Both men, along with Channel 7’s Greg Shackleton, Gary Cunningham and Tony Stewart, were killed by Indonesian troops in the village of Balibo.
“The regret I feel over their loss gnaws at me to this day, like an old wound that has never quite healed,” he wrote in his memoir.
Regret, but not guilt. They were, like Stone, newsmen doing their job.
Gerald Stone began his career as a copy boy at the New York Times in 1957 before joining wire service United Press International.
In 1962, concerned about the imminent threat of nuclear war, Stone packed up and brought his wife and two young daughters to Australia, a country he’d never visited.
He got a job on the Sydney afternoon tabloid, the Daily Mirror, and was soon sent to cover the war in Vietnam, an experience that led to appearances on television and eventually a job on the ABC’s This Day Tonight.

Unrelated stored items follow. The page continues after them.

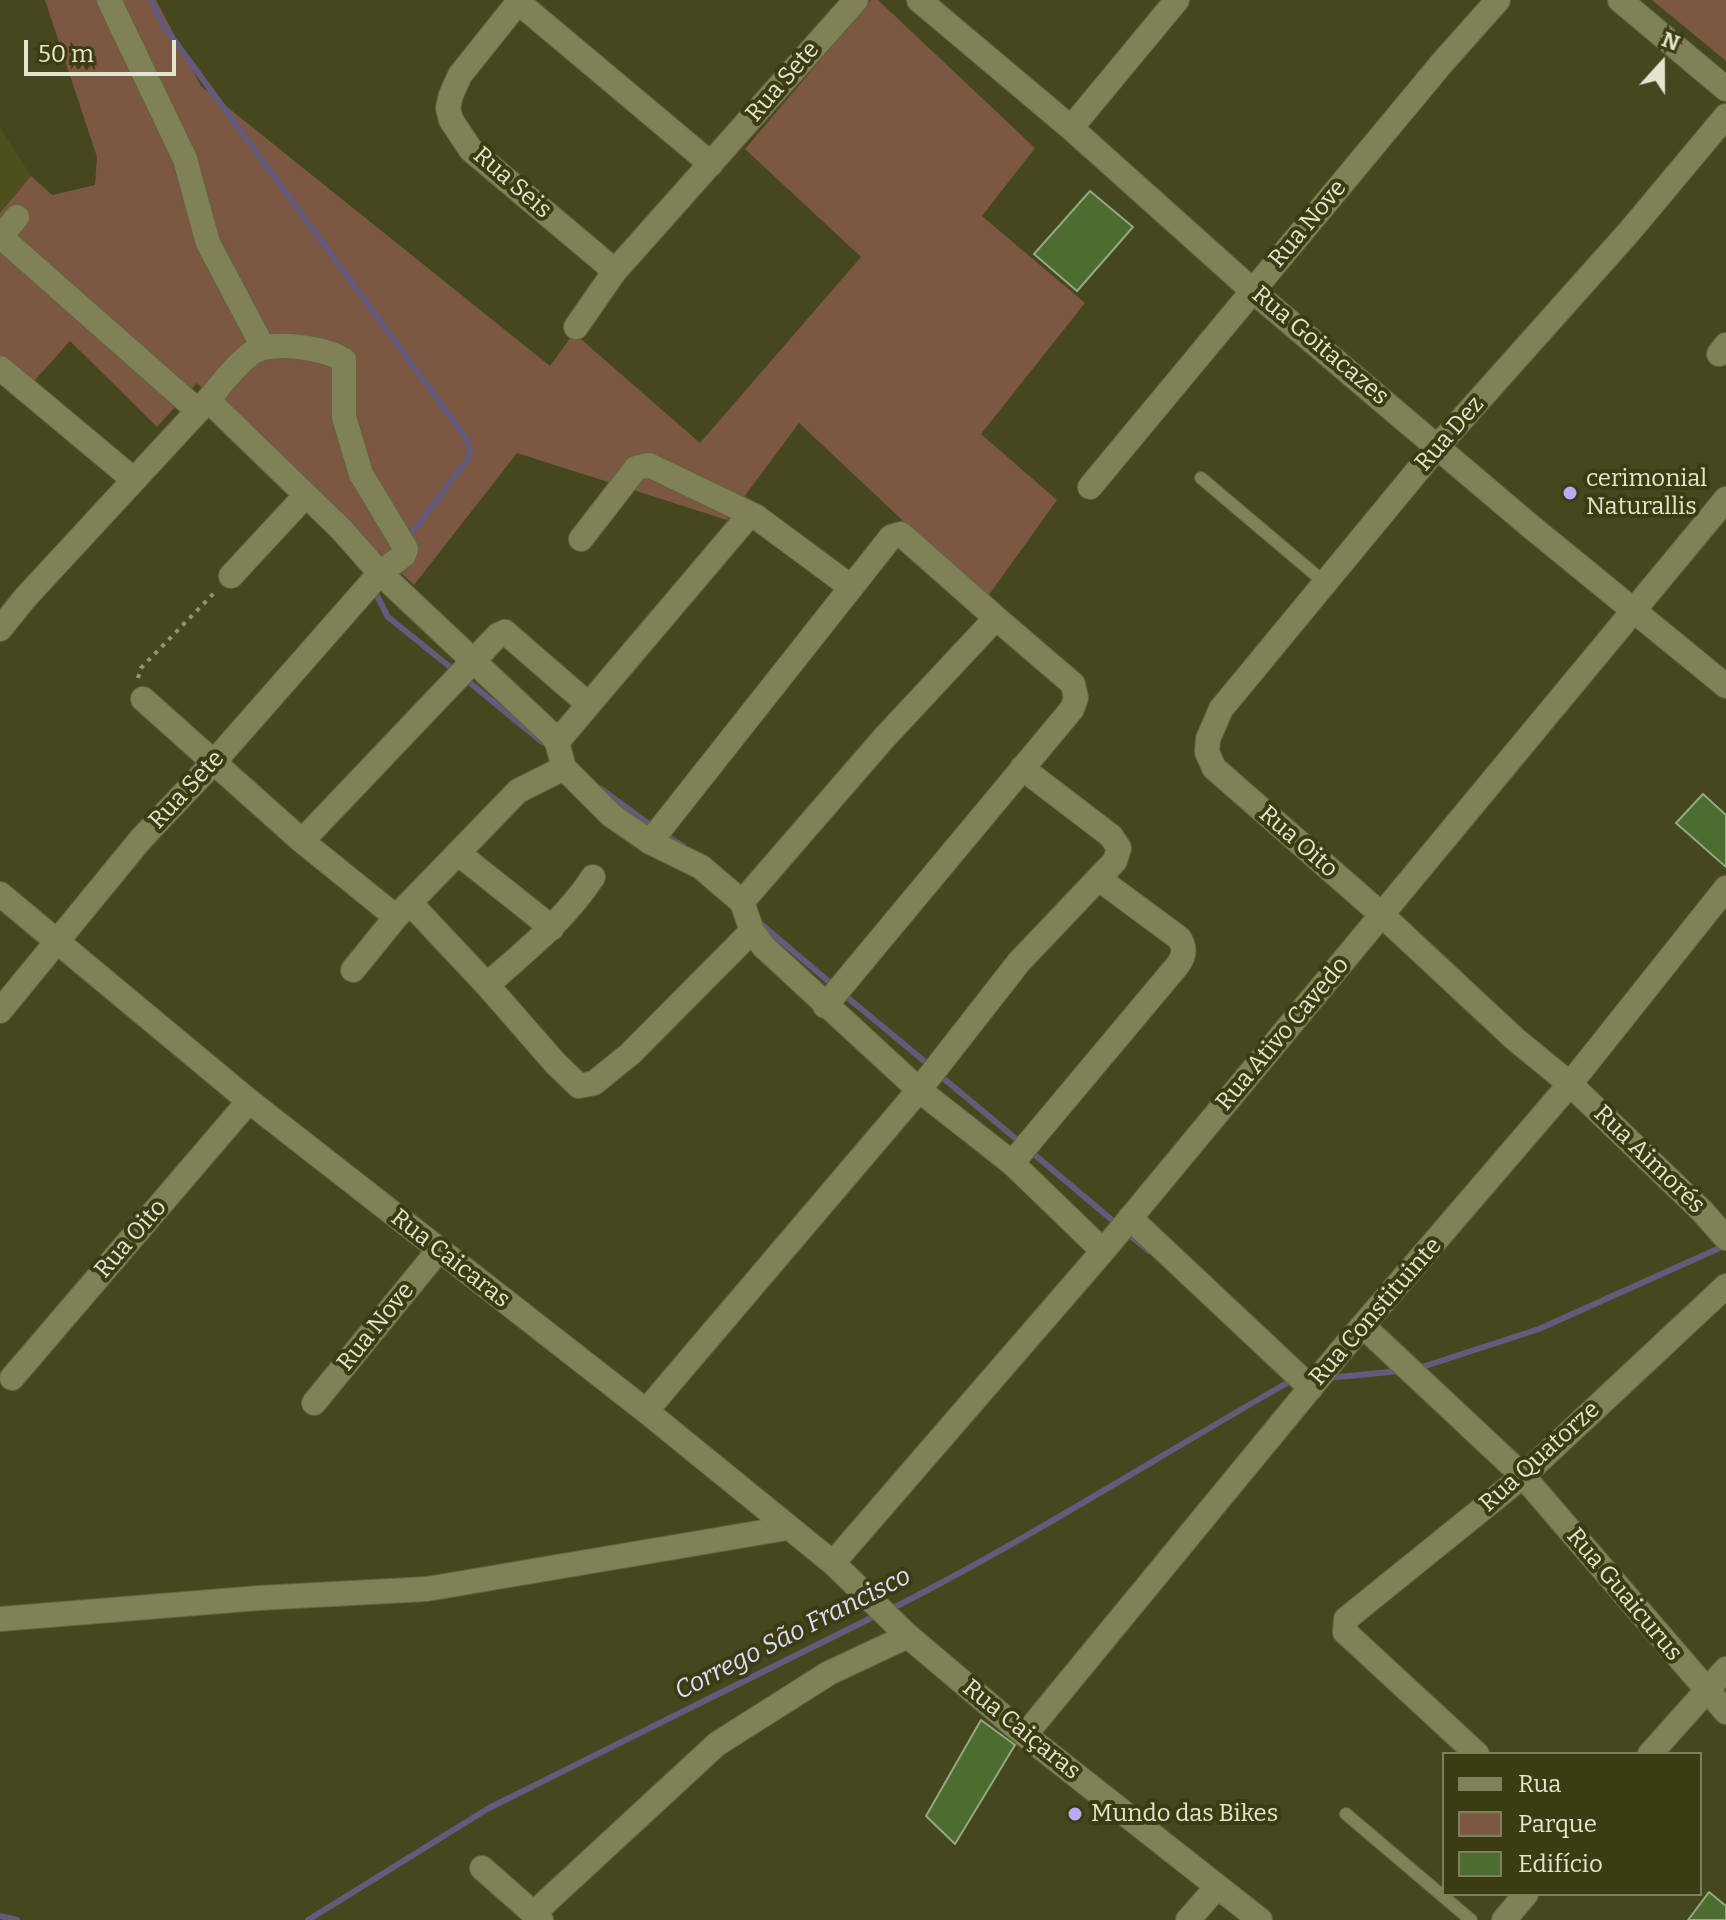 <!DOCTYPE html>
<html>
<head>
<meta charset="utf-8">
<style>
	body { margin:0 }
	#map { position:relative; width:1726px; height:1920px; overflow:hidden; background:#45471e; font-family:Bitter,serif }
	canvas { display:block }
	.legend { position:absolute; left:1442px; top:1752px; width:260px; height:144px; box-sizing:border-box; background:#3b3c12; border:2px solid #7e805d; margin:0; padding:10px 14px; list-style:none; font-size:24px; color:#e3e5ce }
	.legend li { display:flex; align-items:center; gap:16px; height:40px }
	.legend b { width:40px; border:2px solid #7e805d }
	.north { position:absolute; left:1622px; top:24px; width:80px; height:80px; -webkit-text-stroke:6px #3b3c12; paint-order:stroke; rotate:21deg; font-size:22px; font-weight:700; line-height:32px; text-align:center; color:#e3e5ce }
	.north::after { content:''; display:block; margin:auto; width:28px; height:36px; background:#e3e5ce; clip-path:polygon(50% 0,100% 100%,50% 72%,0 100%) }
	.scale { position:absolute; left:24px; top:40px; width:152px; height:36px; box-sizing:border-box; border:4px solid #e3e5ce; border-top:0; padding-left:10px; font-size:24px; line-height:28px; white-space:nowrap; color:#e3e5ce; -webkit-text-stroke:6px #3b3c12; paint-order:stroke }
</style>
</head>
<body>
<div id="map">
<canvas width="1726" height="1920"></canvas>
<ul class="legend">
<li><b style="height:10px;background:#7f8257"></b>Rua</li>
<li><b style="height:22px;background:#7c5741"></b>Parque</li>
<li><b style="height:22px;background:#4d6c2f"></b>Edifício</li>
</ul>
<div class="north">N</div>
<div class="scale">50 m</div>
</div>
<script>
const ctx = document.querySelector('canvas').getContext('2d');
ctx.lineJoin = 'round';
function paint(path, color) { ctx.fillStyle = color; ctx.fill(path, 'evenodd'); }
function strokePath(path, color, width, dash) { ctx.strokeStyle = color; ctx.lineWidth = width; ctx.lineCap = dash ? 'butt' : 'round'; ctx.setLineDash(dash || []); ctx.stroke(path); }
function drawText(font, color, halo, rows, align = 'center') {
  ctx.font = font + ' Bitter,serif'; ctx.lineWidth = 8; ctx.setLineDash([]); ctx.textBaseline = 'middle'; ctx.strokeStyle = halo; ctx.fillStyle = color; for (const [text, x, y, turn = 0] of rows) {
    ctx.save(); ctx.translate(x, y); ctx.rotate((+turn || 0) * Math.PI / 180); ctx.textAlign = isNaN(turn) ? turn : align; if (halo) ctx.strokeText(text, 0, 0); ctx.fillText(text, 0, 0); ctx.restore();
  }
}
const built = new Path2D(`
	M0,127L31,176L0,213Z`);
const green = new Path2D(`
	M45,0H156L201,86L550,366L574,333L700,443L861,257L745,149L871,0H878L1035,148L982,216L1085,303L981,434L1057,500L986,599L799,423L727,520L517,453L414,585L197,383L157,427L70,341L19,398L0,382V213L31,176L52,195L95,185L97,157Z
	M1652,0H1726V61Z`);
const stream = new Path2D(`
	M151,0L163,25L466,438L470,450L468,459L406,541
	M374,590L388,617L455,671
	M464,678L542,742
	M601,789L653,827
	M662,833L683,846
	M760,923L834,986
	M842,993L929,1065
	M937,1073L1021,1143
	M1029,1150L1118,1225
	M1127,1233L1149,1251
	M1419,1368L1539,1329L1724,1246
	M1328,1378L1400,1371
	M891,1609C1029,1539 1160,1455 1294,1379
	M0,1916L17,1920
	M308,1920L489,1808L877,1615`);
const building = new Path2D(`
	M1090,191L1133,227L1077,291L1034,254Z
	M1703,794L1726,815V867L1676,823Z
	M981,1720L1015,1745L955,1844L926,1816Z
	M1709,1892L1726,1906V1920H1688Z`);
const path = new Path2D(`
	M138,678L141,668L217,590`);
const service = new Path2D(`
	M1201,478L1324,582
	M1346,1814L1471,1920`);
const minor = new Path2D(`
	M109,0L185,159L208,243L263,347
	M520,0L460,75L451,95L448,108L451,120L471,150L615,271
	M919,0L1071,128L1253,291L1529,525L1726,686
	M1620,0L1726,89
	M518,2L711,164
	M1726,116L1629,232L1438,446L1221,709L1208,739L1207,752L1214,768L1382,915L1515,1039L1570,1084L1702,1211L1726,1238
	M1071,128L1177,0
	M1,237L197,410
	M0,238L17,217
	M576,327L615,271L856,0
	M1719,354L1726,345
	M0,368L134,480
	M1090,487L1442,63L1498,0
	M581,539L636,468L649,465L755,516
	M231,576L306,495
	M0,629L25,598L208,400L341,529L380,573L551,734L557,742L564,768
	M143,699L302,841L396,917
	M557,742L746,519L755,516L851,587
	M302,841L498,635L505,632L588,704
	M650,842L891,537L901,534L996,618
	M459,854L552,928
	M0,894L249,1101L646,1411L833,1563L908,1636L1025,1735L1260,1920
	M742,902L884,738L996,618L1073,684L1076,698L1072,709L825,1006
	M411,904L487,985L556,1064L579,1086L594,1083L630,1054L752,931
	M353,970L396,917L518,791L564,768L611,815L650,842L701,867L742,902L752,931L764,947L919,1090L1012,1163L1103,1251
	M487,985C525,951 565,920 593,877
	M0,1011L141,839L214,762L380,573L404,555L406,549L361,474L344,417V360C325,348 270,339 252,353C235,365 221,385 208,400
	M1012,1163L1177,966C1184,957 1186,948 1179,938L1099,879
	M1130,1218L1311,1388
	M1363,1326L1523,1476L1726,1712
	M12,1378L249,1101
	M314,1403L438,1251
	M646,1411L919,1090L1019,962L1115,861L1119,848L1111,836L1022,768
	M833,1563L1103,1251L1726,499
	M0,1619L259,1598L427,1589L787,1528
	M1025,1735L1340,1352L1570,1084L1726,888
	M1477,1754L1345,1632L1346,1619L1523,1476L1726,1286
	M1650,1754L1726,1669
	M482,1868L541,1920
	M533,1914L717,1744L829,1673L908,1636
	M1188,1920L1217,1887
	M1504,1920L1526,1894`);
const markers = [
	[1570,493,8,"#b8abf7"],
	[1075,1814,8,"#b8abf7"]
];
const streetNames = [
	["Rua Sete",783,82,-49],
	["Rua Seis",512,183,41],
	["Rua Nove",1308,224,-50],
	["Rua Goitacazes",1320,346,40],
	["Rua Dez",1450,434,-49],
	["Rua Sete",187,790,-47],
	["Rua Oito",1298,842,41],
	["Rua Ativo Cavedo",1283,1034,-50],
	["Rua Aimorés",1649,1160,44],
	["Rua Oito",131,1239,-49],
	["Rua Caicaras",450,1259,38],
	["Rua Constituinte",1376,1312,-49],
	["Rua Nove",376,1327,-51],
	["Rua Quatorze",1540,1457,-42],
	["Rua Guaicurus",1624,1595,50],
	["Rua Caiçaras",1021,1730,39]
];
const poiNames = [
	["cerimonial",1586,479],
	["Naturallis",1586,507],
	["Mundo das Bikes",1091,1814]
];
const waterNames = [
	["Corrego São Francisco",793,1634,-27]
];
paint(built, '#4d4f1d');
paint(green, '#7c5741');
strokePath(stream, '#645a7b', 6);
paint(building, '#4d6c2f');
strokePath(building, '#93a981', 2);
strokePath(service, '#63643f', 14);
strokePath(minor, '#63643f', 26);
strokePath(path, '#929473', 4, [4, 6]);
strokePath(service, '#7f8257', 12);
strokePath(minor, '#7f8257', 24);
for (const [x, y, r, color] of markers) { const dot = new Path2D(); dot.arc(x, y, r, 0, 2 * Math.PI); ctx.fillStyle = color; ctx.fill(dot); strokePath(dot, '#3b3c12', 3); }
drawText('24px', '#e3e5ce', '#3b3c12', streetNames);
drawText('24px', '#e3e5ce', '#3b3c12', poiNames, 'left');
drawText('italic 26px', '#dfdaff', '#3b3c12', waterNames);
</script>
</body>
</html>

The Packers recruited him to star in a political interview program, Federal File, on Channel 9, but his lingering American accent irked some viewers, and he was kicked upstairs to become the network’s news director.
When he eventually left Nine, after a decade as executive producer of 60 Minutes, he returned to the US to work for Rupert Murdoch’s Fox TV. That lasted only three years. On his return to Australia he set up Real Life, a tabloid show on the Seven Network to rival Nine’s A Current Affair, and was later editor-in-chief of The Bulletin magazine.
He wrote several books, including two that charted the ups and downs of the Nine Network, and served for many years on the board of broadcaster SBS.
But 60 Minutes was his pride and joy — the people and the stories; a show that, as veteran cameraman Nick Lee says, shone a light on the worst and the best of humanity.
Stone died on Friday at the age of 87. He leaves behind wife Irene, daughters Klay and Jennifer, and two grandchildren.